But my ffmpeg run time has improved by about 15% for a single thread and also 15% when running with multiple threads (ffmpeg -threads 0 is automatic, not sure what # of threads it's actually using). So somehow I've properly enabled turbo at 4.0 GHz for all 4 cores. I'll have to see if it was that BIOS and motherboard switch I changed or those changes to loader.conf. I'll report back shortly.


----------



## carlton_draught (May 19, 2011)

jkcarrol said:
			
		

> Actually, I think the Sandy Bridge cores can turbo all 4 cores simultaneously, within the limits of the thermal and electrical envelopes, which is a vast improvement over the previous generation i7 which is exactly as you described - 1 core can turbo at a time.
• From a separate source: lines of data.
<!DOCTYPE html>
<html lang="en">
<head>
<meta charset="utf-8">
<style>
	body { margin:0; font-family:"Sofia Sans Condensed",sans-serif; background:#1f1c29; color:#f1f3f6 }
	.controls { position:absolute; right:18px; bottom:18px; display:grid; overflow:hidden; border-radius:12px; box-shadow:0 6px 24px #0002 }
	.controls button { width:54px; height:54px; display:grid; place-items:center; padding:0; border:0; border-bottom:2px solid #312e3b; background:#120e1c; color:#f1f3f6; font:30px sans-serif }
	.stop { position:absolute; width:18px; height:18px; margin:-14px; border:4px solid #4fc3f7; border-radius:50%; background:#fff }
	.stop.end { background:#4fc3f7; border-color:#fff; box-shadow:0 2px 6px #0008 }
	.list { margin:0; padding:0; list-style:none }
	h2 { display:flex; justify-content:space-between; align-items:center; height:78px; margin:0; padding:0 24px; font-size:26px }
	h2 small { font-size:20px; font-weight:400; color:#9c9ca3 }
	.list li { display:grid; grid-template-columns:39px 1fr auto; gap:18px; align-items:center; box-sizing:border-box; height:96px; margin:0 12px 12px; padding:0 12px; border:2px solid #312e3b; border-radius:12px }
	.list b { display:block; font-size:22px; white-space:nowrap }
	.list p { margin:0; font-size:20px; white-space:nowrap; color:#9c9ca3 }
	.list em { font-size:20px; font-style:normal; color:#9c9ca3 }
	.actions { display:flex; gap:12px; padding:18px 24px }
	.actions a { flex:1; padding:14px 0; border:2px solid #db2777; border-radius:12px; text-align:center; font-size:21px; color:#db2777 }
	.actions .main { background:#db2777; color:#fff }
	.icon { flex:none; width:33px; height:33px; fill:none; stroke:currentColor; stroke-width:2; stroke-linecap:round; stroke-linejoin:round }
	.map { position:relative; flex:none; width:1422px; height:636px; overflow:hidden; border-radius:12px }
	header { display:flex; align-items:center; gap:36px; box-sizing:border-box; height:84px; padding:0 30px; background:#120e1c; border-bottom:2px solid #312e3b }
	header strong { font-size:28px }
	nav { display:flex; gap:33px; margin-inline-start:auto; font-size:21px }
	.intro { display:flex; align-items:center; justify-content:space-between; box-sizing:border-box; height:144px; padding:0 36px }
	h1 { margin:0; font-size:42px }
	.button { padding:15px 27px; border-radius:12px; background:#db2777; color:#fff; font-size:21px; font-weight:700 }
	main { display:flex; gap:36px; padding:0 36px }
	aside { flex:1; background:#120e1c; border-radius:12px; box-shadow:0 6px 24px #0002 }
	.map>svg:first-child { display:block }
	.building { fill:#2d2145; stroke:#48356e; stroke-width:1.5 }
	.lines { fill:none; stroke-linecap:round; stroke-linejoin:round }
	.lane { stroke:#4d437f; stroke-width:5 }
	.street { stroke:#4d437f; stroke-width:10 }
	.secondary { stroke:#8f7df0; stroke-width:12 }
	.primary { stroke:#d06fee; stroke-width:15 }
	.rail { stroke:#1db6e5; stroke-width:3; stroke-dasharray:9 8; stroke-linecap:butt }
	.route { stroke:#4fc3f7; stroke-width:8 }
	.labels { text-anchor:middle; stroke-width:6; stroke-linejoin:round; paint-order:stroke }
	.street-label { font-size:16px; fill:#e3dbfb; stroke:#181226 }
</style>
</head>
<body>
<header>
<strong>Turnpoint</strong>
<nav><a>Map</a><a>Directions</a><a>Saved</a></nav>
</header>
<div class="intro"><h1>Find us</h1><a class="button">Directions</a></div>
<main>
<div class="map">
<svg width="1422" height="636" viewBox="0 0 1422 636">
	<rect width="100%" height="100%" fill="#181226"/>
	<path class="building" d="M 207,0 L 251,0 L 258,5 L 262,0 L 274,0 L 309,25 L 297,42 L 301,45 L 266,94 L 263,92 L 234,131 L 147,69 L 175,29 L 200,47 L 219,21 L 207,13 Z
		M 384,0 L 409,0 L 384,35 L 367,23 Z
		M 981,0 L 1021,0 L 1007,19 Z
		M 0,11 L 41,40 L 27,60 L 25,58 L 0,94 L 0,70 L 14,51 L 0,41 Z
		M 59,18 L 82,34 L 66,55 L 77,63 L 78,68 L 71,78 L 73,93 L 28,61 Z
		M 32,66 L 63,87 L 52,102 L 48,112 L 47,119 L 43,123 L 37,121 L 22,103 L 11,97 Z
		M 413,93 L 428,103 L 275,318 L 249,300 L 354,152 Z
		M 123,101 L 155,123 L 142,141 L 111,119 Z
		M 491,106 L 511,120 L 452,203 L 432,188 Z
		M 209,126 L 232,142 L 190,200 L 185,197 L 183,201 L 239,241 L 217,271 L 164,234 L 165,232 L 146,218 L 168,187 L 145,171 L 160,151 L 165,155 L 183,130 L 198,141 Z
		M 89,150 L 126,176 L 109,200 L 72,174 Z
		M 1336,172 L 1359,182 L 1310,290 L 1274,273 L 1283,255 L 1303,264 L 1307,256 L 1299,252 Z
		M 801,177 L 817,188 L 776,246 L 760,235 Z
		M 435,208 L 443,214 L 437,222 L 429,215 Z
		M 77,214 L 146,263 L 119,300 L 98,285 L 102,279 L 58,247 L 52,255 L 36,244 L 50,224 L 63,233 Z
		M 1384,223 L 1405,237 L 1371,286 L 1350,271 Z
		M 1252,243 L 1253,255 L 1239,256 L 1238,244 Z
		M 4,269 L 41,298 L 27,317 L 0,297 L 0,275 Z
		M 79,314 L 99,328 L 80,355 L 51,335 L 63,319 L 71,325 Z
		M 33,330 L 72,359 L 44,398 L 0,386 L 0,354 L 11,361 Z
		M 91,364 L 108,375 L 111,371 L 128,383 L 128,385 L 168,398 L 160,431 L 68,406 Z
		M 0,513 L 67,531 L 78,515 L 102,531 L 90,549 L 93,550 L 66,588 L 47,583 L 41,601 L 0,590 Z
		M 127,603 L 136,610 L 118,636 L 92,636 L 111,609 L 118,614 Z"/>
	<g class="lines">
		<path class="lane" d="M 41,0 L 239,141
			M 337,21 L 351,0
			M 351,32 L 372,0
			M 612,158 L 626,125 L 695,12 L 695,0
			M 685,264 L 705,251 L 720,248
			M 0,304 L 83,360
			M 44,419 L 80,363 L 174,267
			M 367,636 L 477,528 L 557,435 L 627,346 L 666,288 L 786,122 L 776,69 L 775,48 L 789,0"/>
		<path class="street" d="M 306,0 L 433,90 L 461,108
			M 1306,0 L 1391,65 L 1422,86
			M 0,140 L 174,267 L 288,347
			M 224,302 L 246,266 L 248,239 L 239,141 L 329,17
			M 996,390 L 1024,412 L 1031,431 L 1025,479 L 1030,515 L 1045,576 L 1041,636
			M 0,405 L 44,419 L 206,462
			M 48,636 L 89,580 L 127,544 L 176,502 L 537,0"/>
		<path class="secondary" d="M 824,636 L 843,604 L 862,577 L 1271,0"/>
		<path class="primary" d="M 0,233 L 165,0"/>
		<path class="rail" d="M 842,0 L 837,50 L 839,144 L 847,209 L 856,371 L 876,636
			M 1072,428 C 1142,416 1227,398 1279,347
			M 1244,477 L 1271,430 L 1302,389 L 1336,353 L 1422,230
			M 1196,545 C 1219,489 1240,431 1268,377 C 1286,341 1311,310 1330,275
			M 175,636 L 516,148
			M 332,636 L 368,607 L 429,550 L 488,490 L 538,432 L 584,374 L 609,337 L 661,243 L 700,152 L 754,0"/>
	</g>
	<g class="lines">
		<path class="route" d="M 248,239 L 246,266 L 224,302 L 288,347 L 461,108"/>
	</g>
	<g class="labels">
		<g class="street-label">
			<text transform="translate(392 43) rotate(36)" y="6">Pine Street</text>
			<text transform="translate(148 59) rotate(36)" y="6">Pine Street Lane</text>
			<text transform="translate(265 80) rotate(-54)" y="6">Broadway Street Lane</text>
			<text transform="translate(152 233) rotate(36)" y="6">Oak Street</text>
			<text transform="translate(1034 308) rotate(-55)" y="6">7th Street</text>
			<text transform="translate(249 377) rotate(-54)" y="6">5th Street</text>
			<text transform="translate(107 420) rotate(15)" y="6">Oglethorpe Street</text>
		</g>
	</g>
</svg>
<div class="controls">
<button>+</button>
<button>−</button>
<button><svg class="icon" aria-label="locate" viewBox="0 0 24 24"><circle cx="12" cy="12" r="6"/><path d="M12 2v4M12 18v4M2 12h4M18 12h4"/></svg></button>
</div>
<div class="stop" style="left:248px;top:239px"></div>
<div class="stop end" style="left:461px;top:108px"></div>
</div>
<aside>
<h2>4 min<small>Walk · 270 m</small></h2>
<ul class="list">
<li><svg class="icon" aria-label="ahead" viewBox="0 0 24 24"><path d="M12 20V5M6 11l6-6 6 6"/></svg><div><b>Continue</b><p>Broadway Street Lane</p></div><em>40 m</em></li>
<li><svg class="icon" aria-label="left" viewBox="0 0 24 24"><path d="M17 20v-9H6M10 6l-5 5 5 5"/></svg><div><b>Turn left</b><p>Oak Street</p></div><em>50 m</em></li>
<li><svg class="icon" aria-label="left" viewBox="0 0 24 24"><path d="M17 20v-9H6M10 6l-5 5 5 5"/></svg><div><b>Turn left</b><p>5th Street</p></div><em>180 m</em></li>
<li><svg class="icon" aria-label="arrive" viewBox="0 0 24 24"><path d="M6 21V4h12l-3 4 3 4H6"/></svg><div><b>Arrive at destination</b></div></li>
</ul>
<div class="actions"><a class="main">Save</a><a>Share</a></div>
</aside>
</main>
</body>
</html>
Ah, you are probably overclocking then. In that case I'm not sure what applies. I leave everything at the stock clock. I like reliability and low power consumption. The most powerful game I have played was old 3 years ago.


----------



## jkcarrol (May 19, 2011)

Yes, only to see if I can determine if the turbo is actually kicking in or not. I plan to run it stock once I figure this out. And stock will kick in turbo at 3.8 GHz for 1 core or 3.5 GHz for all 4 cores (the stock frequency is 3.4 GHz). I could disable turbo, but I wanted to see if it was actually working.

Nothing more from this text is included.